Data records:

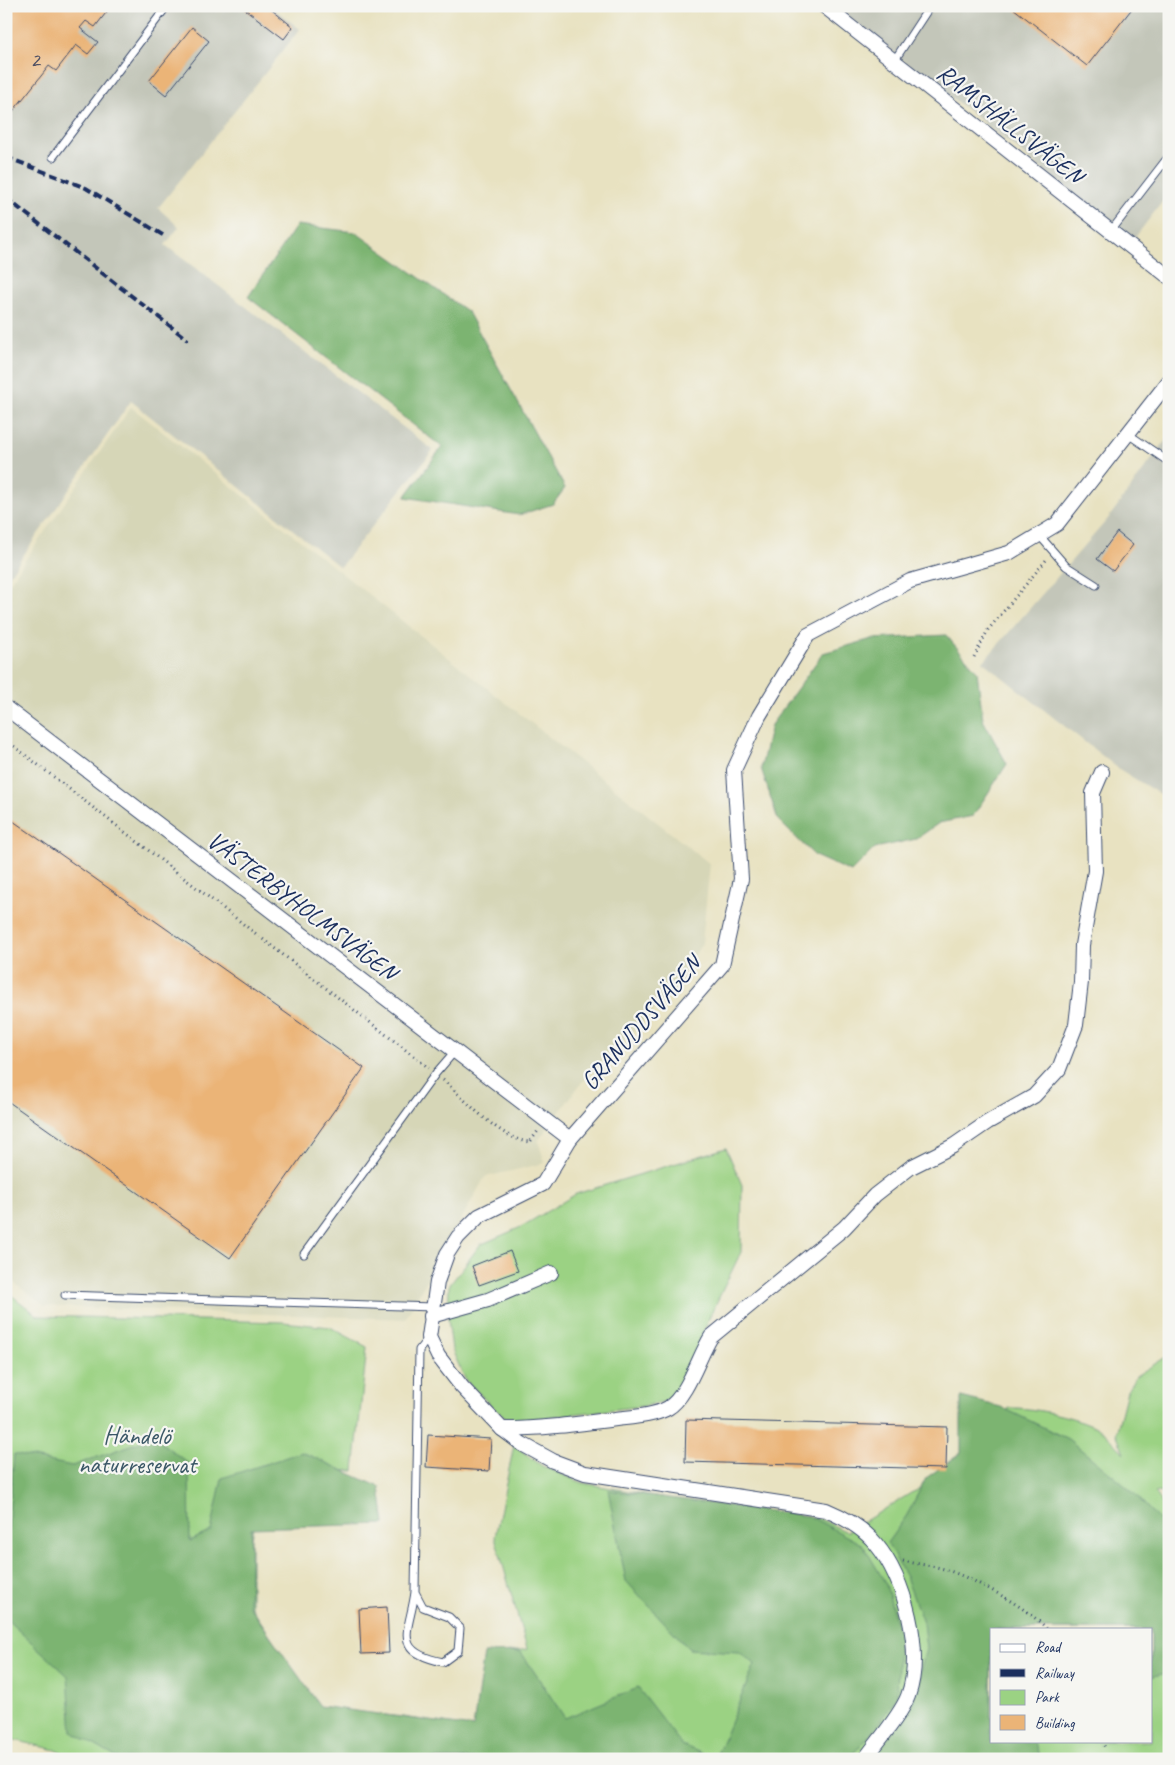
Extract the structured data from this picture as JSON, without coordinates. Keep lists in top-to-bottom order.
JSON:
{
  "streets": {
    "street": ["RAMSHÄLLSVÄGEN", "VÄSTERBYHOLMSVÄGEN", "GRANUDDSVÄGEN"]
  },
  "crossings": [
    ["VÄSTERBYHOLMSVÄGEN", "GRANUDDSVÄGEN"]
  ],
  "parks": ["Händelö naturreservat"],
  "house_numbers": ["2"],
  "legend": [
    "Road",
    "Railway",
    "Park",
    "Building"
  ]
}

* [Your task] With no pictures included, write out the entries exactly.

* [Answer to this task]
Extract the structured data from this picture as JSON, without coordinates. Keep lists in top-to-bottom order.
JSON:
{
  "streets": {
    "street": ["RAMSHÄLLSVÄGEN", "VÄSTERBYHOLMSVÄGEN", "GRANUDDSVÄGEN"]
  },
  "crossings": [
    ["VÄSTERBYHOLMSVÄGEN", "GRANUDDSVÄGEN"]
  ],
  "parks": ["Händelö naturreservat"],
  "house_numbers": ["2"],
  "legend": [
    "Road",
    "Railway",
    "Park",
    "Building"
  ]
}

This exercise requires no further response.